Questo elenco di puntuali corrispondenze allegoriche non potrebbe terminare se non con uno sguardo d’insieme alle due scene: quella dell’incendio di via Keplero e quella della rotta di Caporetto. Il fuoco, il fumo infernale (e si pensi al gas lanciato dagli austro-tedeschi), le bestie impazzite, le urla, i suoni delle sirene (civili o militari), i carri, i cavalli atterriti, i tralicci dei fili telefonici abbattuti o bruciati, le fughe in preda al panico e scomposte della gente, i pantani di acqua e melma ecc. sono immagini che appartengono all’incendio di via Keplero ma sono anche le stesse immagini che si impressero indelebilmente nell’occhio di chi fu a Caporetto.
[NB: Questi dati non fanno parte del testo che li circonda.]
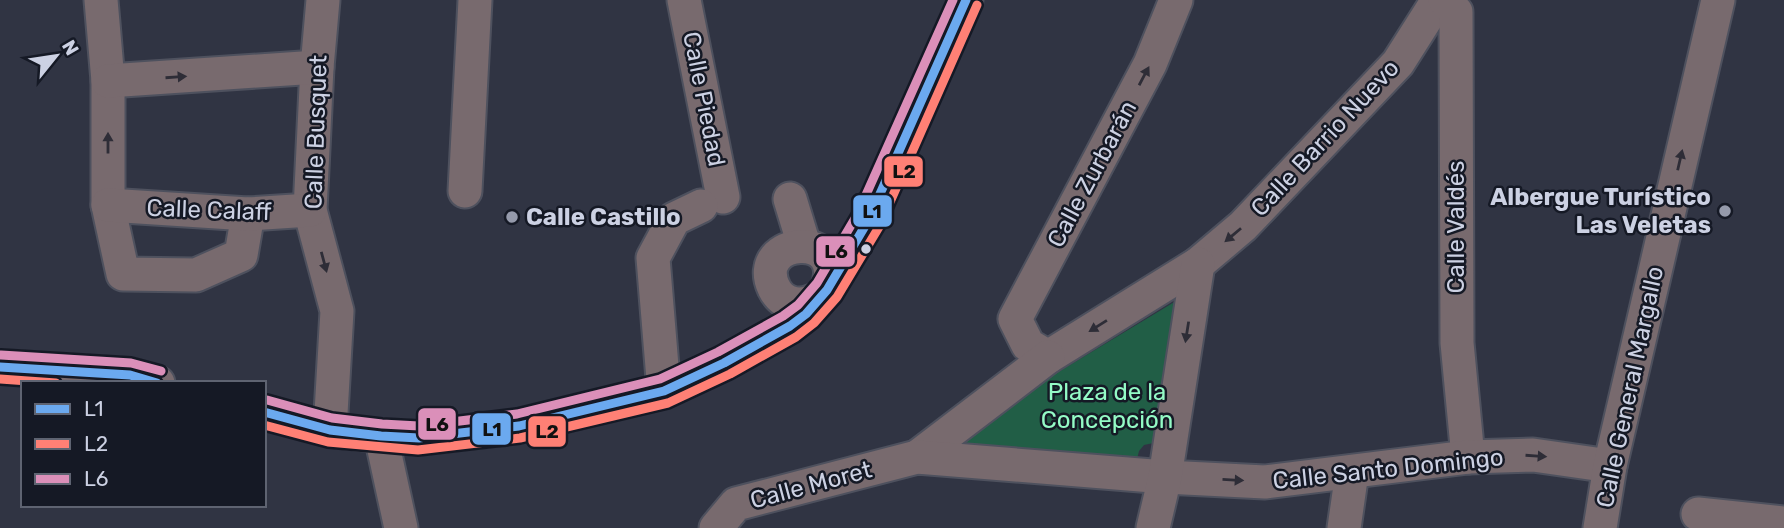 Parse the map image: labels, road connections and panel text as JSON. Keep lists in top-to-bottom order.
{
  "streets": {
    "street": [
      "Calle Piedad",
      "Calle Busquet",
      "Calle Barrio Nuevo",
      "Calle Zurbarán",
      "Calle Calaff",
      "Calle Valdés",
      "Calle General Margallo",
      "Calle Santo Domingo",
      "Calle Moret"
    ]
  },
  "crossings": [
    ["Calle Busquet", "Calle Calaff"],
    ["Calle Barrio Nuevo", "Calle Valdés"],
    ["Calle Valdés", "Calle Santo Domingo"],
    ["Calle General Margallo", "Calle Santo Domingo"]
  ],
  "one_way": [
    "Calle Busquet",
    "Calle Barrio Nuevo",
    "Calle General Margallo",
    "Calle Santo Domingo"
  ],
  "parks": ["Plaza de la Concepción"],
  "places": ["Albergue Turístico Las Veletas", "Calle Castillo"],
  "lines": ["transit line L1", "transit line L6", "transit line L2"],
  "legend": ["L1", "L2", "L6"],
  "north": "top right"
} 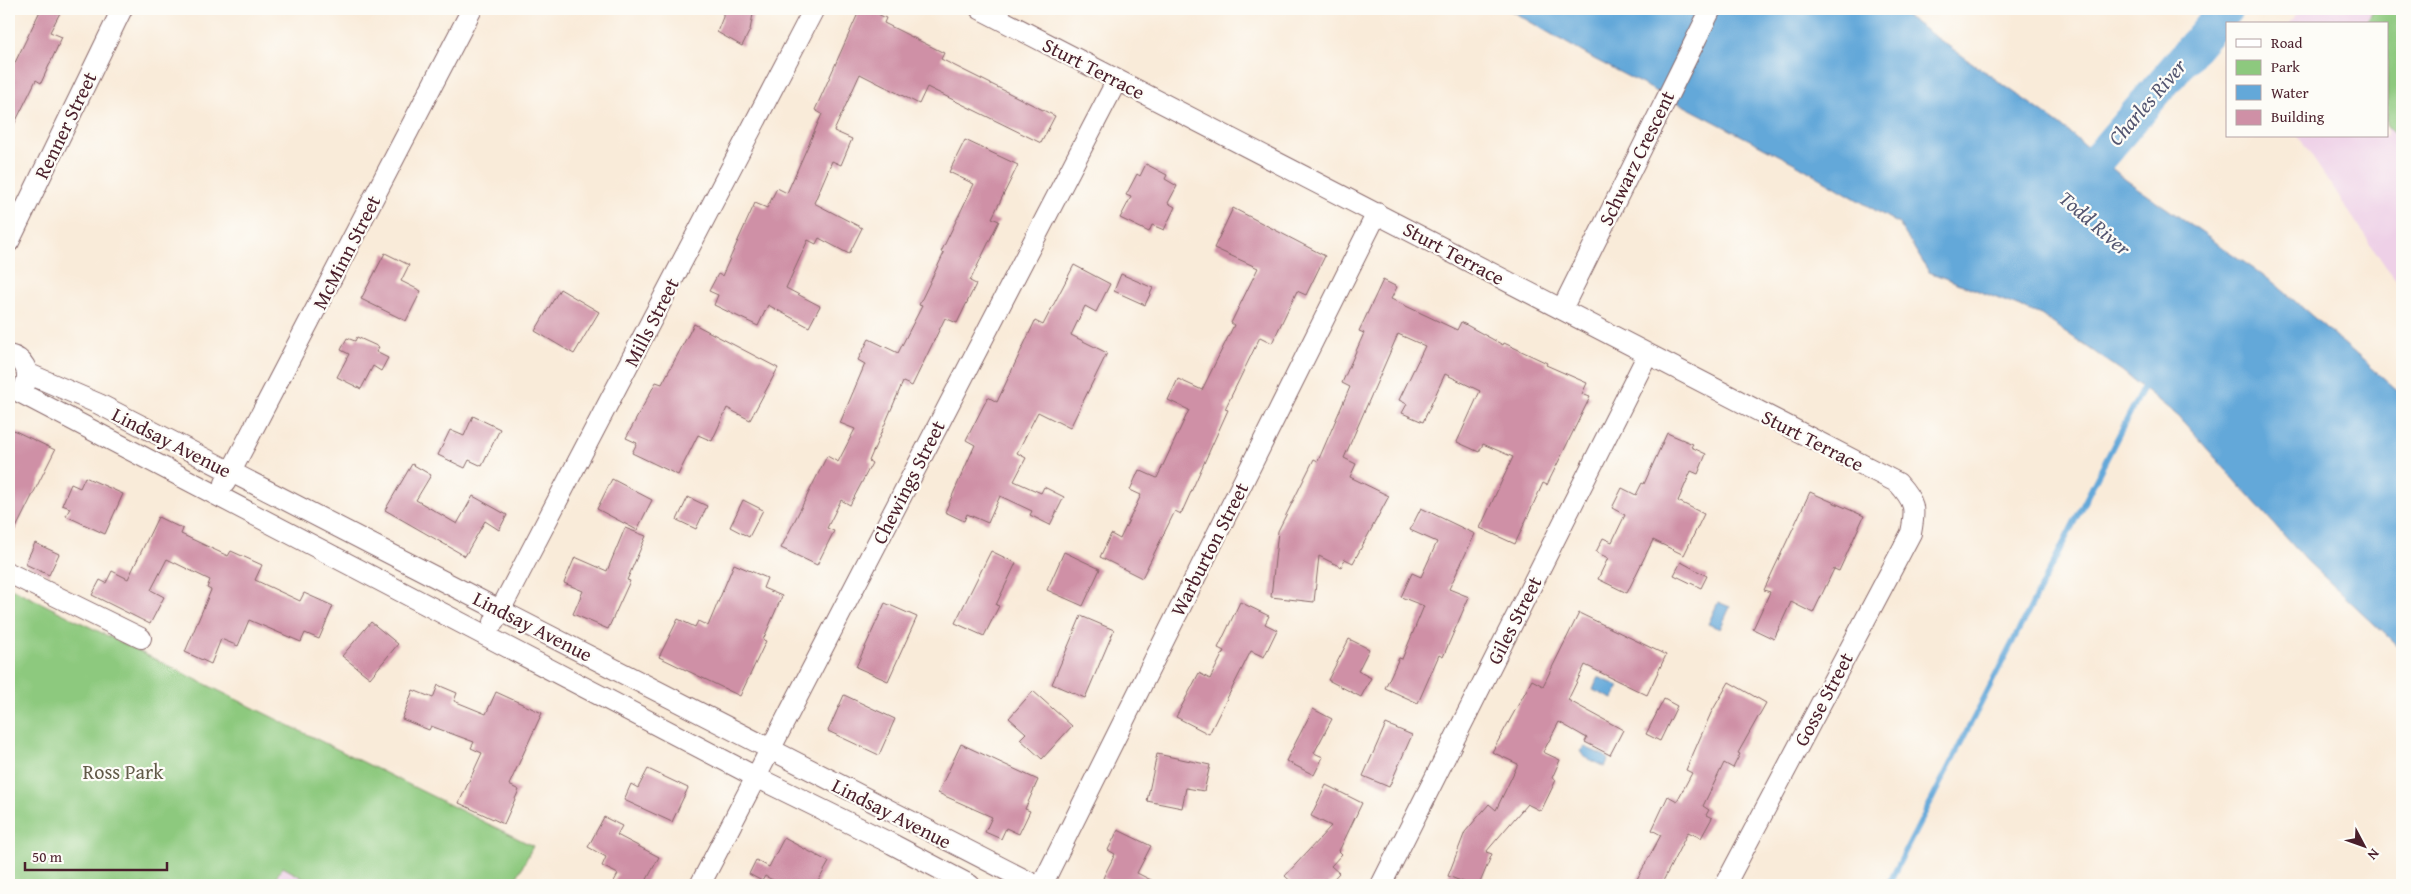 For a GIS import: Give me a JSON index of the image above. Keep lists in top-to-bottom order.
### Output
{
  "streets": {
    "street": [
      "Sturt Terrace",
      "Renner Street",
      "Schwarz Crescent",
      "McMinn Street",
      "Mills Street",
      "Lindsay Avenue",
      "Chewings Street",
      "Warburton Street",
      "Giles Street",
      "Gosse Street"
    ]
  },
  "crossings": [
    ["Sturt Terrace", "Schwarz Crescent"],
    ["Sturt Terrace", "Chewings Street"],
    ["Sturt Terrace", "Warburton Street"],
    ["Sturt Terrace", "Giles Street"],
    ["Sturt Terrace", "Gosse Street"],
    ["McMinn Street", "Lindsay Avenue"],
    ["Mills Street", "Lindsay Avenue"],
    ["Lindsay Avenue", "Chewings Street"]
  ],
  "water": ["Charles River", "Todd River"],
  "parks": ["Ross Park"],
  "legend": [
    "Road",
    "Park",
    "Water",
    "Building"
  ],
  "scale_bar": "50 m",
  "north": "bottom right"
}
Gadda nel Taccuino scrive, ad esempio: «Notizie non arrivarono, sebbene ansiosamente attese, perché i fili erano stati rotti dal bombardam.»; «Qua e là bagliori d’incendi…»; «Incontrammo muli morti dai bombardamenti dei giorni precedenti, muli vagolanti, e mucche libere»; «un migliaio circa di fuggiaschi disordinati e privi d’armi […] si pigiavano a rischio di precipitare nel fiume verso la passerella»; «La stanchezza istupidiva i soldati; bestemmiavano, si gettavano a terra» (Gadda 1991a: 80, 86, 87, 90, 92).

La gaddiana rappresentazione simultaneista dell’incendio di un palazzo e la sua allegoria caporettiana, pur senza contrarre alcun debito testuale, hanno inoltre molti punti di contatto con il clima generale presente nel poemetto in dialetto milanese di Delio Tessa intitolato Caporetto 1917. Sonada quasi ona fantasia. Scritto tra il marzo e il giugno del 1919, ma edito solo nel 1932, (10) questo capolavoro della poesia «espressionista» avrebbe potuto essere ben conosciuto da Gadda che non solo era un cultore della poesia meneghina ma in un’occasione cita proprio il Tessa. (11) Questi, inoltre, impareggiabile dicitore, recitava spesso nei cenacoli letterari meneghini i suoi musicali e teatralissimi versi. Riferendosi a Caporetto 1917, Mauro Novelli ha scritto che «sebbene lo eseguisse di rado, Tessa l’aveva in repertorio sin dall’estate successiva alla fine della Grande Guerra». (12)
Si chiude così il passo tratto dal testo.